WHAT IS REQUIRED: Exactly as written, give again the line with "<div><p>Distance</p><b>5.04<small> km</small></b></div>" and all subsequent lines through the end of the records.

EXCERPTED RECORDS:
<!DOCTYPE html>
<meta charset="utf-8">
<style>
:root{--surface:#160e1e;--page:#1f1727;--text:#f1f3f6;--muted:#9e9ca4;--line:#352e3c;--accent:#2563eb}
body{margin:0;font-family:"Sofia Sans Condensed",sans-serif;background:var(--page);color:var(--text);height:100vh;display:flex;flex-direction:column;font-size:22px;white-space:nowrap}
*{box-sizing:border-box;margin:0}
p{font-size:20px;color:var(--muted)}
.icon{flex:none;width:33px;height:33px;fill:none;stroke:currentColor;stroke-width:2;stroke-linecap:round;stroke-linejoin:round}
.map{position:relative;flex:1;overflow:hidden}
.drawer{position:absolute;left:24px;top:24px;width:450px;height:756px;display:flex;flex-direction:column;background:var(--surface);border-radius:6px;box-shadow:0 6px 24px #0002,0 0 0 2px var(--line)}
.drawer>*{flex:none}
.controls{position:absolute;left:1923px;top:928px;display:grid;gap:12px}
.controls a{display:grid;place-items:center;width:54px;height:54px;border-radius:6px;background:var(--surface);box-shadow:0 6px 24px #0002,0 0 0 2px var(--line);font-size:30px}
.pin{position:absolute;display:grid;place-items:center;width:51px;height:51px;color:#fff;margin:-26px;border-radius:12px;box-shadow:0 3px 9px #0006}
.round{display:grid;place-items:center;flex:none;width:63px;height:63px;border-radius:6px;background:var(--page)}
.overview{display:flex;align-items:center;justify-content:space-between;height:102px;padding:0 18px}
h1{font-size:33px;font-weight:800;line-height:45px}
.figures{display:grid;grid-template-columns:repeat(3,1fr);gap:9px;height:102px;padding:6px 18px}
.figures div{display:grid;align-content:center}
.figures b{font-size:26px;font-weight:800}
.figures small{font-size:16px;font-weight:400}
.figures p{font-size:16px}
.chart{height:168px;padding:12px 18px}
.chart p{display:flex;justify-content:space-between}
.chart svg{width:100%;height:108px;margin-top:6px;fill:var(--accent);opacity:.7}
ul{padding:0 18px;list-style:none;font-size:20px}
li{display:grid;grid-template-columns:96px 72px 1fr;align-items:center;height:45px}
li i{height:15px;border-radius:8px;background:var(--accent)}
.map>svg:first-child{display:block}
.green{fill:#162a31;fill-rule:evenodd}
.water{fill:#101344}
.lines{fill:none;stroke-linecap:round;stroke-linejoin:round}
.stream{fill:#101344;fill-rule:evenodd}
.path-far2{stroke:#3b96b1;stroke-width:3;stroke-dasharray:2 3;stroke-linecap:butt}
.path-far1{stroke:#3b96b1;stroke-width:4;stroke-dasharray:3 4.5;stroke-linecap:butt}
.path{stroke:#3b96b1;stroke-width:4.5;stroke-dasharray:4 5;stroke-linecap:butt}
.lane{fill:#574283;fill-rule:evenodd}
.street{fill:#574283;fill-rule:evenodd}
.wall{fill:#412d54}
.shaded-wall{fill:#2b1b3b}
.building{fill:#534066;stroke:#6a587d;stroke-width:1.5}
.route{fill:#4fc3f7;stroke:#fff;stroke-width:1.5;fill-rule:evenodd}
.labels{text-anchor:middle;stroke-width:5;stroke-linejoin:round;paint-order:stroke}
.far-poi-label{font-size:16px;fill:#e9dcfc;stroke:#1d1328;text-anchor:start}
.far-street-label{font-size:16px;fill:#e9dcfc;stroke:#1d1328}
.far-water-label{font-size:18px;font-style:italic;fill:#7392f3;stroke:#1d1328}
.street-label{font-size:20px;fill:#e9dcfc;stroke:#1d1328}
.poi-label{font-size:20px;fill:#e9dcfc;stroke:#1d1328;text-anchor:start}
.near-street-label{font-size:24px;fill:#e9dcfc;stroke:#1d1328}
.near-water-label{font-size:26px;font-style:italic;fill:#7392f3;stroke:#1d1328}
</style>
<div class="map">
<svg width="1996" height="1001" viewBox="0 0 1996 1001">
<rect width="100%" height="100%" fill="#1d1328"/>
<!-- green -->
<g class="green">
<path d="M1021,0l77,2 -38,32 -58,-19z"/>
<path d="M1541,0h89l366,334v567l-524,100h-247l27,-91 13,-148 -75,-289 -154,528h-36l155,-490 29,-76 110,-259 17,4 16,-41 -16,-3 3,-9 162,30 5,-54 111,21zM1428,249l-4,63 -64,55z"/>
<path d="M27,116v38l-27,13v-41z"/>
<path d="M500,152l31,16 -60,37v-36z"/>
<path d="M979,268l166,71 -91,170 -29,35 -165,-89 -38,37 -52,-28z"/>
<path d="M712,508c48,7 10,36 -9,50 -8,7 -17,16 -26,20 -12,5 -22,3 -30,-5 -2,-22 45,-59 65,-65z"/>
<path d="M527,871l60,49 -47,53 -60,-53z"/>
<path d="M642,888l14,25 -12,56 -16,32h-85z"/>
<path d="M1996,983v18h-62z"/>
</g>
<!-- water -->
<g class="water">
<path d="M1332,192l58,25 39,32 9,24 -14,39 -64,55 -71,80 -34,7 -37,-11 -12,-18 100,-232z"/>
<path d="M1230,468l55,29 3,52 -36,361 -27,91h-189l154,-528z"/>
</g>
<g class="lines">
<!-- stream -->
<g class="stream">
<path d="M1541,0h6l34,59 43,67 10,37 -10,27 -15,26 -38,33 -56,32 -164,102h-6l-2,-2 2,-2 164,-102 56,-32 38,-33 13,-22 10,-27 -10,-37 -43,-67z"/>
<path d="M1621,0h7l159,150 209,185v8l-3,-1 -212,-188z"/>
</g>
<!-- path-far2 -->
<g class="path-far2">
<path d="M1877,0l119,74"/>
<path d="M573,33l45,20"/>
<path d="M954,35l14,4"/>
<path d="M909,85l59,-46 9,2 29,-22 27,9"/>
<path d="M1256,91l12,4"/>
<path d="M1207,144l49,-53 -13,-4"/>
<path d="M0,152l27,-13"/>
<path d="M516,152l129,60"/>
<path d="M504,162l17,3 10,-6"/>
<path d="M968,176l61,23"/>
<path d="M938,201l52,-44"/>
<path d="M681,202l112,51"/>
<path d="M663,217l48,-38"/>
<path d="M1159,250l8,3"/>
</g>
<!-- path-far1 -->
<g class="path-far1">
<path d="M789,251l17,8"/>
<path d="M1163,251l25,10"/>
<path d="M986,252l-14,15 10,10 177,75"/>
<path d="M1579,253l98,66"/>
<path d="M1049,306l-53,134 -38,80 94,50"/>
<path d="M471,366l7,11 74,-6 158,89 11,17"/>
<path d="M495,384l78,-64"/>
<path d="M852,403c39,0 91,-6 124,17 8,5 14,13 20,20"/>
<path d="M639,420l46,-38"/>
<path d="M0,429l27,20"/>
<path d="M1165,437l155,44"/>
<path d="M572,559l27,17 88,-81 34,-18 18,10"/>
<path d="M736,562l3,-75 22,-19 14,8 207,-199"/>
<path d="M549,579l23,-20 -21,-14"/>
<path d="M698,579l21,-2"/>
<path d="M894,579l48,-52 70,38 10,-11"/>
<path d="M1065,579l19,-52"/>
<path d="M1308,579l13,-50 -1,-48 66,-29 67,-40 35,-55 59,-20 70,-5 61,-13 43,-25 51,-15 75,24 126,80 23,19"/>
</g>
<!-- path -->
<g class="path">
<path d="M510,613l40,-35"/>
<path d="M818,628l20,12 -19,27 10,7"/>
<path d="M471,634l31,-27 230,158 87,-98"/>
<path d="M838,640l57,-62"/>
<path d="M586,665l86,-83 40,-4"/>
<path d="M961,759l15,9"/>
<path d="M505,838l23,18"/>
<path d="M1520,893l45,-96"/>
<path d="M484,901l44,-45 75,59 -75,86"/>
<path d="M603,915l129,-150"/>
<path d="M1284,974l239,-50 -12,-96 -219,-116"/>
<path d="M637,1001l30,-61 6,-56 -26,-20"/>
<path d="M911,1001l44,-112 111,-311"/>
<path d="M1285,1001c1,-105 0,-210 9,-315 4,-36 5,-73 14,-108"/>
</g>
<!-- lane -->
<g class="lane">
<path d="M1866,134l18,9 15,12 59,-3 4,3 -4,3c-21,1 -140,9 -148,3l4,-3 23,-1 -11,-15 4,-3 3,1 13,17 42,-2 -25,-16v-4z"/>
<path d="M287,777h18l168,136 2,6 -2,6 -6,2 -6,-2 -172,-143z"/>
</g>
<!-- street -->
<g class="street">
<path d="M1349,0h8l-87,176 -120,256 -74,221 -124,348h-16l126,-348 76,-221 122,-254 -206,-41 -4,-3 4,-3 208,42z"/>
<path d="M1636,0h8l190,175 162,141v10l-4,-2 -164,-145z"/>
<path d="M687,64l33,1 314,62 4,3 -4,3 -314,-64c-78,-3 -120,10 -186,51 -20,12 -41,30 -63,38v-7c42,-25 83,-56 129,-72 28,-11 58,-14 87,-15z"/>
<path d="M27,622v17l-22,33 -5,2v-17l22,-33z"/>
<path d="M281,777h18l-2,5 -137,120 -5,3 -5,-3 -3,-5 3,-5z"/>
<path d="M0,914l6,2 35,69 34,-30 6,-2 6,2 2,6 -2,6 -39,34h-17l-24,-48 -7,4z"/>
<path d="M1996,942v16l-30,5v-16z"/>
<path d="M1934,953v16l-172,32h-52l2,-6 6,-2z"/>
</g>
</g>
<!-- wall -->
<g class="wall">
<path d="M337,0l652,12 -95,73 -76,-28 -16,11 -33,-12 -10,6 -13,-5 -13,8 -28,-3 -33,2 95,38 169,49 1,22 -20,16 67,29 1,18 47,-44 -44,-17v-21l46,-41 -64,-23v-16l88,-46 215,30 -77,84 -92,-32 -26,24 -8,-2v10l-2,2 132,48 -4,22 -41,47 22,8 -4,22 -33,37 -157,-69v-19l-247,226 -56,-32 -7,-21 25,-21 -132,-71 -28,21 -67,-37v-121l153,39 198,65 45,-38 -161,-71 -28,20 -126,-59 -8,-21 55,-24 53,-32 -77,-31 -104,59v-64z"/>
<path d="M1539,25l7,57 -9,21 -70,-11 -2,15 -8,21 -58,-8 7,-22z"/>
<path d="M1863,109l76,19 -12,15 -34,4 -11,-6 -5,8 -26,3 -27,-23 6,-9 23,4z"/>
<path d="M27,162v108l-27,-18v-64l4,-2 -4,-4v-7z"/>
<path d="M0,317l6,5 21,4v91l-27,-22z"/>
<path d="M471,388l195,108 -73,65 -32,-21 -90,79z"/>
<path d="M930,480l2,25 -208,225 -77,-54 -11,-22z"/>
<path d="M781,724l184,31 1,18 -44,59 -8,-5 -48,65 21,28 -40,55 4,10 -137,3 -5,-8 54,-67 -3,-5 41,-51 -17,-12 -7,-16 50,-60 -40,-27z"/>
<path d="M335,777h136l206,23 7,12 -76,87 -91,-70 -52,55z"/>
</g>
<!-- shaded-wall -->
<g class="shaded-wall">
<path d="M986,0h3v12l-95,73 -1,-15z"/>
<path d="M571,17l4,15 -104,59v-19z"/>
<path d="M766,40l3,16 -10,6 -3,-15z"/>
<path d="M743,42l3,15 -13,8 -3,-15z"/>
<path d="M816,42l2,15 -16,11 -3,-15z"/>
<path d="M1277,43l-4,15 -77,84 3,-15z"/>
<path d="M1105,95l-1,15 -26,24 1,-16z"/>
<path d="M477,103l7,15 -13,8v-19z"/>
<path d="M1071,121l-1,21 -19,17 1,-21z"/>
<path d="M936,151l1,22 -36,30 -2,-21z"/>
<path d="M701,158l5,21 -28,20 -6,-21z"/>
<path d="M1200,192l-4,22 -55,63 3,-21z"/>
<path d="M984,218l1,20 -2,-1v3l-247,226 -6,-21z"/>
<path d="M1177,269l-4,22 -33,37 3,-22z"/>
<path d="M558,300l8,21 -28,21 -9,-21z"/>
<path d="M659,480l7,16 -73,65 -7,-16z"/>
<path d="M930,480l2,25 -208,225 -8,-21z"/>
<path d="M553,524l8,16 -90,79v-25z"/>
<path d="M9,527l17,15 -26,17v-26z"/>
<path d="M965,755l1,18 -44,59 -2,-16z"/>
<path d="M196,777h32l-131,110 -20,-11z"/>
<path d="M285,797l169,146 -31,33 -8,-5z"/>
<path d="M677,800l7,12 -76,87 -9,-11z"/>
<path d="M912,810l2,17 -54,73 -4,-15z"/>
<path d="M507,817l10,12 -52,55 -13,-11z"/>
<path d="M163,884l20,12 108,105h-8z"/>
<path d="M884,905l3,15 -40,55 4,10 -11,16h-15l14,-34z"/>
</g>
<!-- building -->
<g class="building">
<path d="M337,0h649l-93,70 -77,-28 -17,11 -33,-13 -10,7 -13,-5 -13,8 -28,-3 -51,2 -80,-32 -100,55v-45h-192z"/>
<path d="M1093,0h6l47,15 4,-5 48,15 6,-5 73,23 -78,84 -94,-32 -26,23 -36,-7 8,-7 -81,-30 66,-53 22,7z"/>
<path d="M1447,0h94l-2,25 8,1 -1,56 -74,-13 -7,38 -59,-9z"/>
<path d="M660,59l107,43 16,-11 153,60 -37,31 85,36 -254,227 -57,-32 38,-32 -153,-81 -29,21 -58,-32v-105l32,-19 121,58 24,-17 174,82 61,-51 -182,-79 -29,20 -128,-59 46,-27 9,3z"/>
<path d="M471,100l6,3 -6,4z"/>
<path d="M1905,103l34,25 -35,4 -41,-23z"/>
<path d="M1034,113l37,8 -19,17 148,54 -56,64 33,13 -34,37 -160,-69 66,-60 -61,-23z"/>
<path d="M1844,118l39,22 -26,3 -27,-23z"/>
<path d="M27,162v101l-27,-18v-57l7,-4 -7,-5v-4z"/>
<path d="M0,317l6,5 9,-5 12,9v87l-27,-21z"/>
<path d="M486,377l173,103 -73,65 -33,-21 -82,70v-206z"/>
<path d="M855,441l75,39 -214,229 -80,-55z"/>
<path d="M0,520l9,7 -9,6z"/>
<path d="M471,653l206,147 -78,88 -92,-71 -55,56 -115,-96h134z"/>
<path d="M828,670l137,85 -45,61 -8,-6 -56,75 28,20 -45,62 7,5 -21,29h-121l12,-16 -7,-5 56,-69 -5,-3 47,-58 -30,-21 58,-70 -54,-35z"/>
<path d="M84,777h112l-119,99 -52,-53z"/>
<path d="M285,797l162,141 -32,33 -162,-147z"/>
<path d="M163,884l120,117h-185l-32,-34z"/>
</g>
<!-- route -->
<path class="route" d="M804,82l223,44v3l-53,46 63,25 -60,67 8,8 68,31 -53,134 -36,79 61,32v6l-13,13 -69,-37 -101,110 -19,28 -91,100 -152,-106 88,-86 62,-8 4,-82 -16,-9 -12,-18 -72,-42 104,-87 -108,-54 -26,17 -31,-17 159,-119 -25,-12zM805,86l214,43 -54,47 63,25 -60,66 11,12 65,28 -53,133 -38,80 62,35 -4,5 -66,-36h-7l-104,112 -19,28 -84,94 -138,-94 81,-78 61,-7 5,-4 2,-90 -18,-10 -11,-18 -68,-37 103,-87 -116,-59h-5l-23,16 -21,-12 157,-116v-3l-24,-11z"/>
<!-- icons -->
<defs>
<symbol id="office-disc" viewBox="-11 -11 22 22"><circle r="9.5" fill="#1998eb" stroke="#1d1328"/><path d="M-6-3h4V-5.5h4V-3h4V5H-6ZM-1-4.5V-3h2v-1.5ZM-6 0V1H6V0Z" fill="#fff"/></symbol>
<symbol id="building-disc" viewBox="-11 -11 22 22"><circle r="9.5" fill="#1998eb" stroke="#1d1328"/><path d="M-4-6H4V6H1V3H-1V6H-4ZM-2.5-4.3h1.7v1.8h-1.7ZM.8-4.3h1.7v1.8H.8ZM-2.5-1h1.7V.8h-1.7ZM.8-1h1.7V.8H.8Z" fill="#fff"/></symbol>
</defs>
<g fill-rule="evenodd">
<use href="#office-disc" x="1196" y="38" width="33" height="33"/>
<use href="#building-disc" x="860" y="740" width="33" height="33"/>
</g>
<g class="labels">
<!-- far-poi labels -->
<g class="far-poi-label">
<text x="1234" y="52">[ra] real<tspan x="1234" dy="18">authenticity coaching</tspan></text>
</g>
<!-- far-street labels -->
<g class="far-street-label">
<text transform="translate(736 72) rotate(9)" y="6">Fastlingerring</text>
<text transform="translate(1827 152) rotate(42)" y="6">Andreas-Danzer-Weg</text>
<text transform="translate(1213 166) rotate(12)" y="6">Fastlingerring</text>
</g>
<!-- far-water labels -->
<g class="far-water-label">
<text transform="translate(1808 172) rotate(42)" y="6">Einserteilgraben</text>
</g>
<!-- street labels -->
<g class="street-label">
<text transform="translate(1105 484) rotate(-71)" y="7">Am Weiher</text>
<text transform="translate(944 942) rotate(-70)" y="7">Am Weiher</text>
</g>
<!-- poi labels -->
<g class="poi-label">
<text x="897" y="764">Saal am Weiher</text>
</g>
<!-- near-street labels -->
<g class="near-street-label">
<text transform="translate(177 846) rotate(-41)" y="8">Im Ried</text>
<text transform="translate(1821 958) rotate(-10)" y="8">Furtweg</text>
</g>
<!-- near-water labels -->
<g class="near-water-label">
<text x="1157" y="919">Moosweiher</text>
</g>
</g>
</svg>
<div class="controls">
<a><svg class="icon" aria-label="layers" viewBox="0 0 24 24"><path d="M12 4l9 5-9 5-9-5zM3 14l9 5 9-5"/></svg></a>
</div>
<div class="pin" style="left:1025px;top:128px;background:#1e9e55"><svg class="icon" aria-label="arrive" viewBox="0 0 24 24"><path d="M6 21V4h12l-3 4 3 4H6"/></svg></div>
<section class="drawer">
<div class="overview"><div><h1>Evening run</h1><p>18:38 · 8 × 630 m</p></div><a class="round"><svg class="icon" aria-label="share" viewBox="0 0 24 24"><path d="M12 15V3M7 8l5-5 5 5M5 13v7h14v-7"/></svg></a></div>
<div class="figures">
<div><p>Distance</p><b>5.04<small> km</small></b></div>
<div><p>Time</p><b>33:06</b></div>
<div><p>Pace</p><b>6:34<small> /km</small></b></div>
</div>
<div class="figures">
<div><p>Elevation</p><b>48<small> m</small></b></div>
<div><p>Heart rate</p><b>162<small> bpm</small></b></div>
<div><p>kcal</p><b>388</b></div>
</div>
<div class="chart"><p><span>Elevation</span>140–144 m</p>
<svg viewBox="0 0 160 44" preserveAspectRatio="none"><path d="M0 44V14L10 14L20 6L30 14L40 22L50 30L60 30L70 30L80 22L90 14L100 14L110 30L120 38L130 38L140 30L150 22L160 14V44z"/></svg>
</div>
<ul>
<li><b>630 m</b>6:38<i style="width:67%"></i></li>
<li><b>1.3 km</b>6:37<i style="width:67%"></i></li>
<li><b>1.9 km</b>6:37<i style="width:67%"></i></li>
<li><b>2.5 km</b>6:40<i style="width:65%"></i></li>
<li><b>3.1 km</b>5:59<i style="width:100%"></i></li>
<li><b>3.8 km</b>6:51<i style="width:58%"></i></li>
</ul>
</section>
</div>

COMPLETED TASK:
<div><p>Distance</p><b>5.04<small> km</small></b></div>
<div><p>Time</p><b>33:06</b></div>
<div><p>Pace</p><b>6:34<small> /km</small></b></div>
</div>
<div class="figures">
<div><p>Elevation</p><b>48<small> m</small></b></div>
<div><p>Heart rate</p><b>162<small> bpm</small></b></div>
<div><p>kcal</p><b>388</b></div>
</div>
<div class="chart"><p><span>Elevation</span>140–144 m</p>
<svg viewBox="0 0 160 44" preserveAspectRatio="none"><path d="M0 44V14L10 14L20 6L30 14L40 22L50 30L60 30L70 30L80 22L90 14L100 14L110 30L120 38L130 38L140 30L150 22L160 14V44z"/></svg>
</div>
<ul>
<li><b>630 m</b>6:38<i style="width:67%"></i></li>
<li><b>1.3 km</b>6:37<i style="width:67%"></i></li>
<li><b>1.9 km</b>6:37<i style="width:67%"></i></li>
<li><b>2.5 km</b>6:40<i style="width:65%"></i></li>
<li><b>3.1 km</b>5:59<i style="width:100%"></i></li>
<li><b>3.8 km</b>6:51<i style="width:58%"></i></li>
</ul>
</section>
</div>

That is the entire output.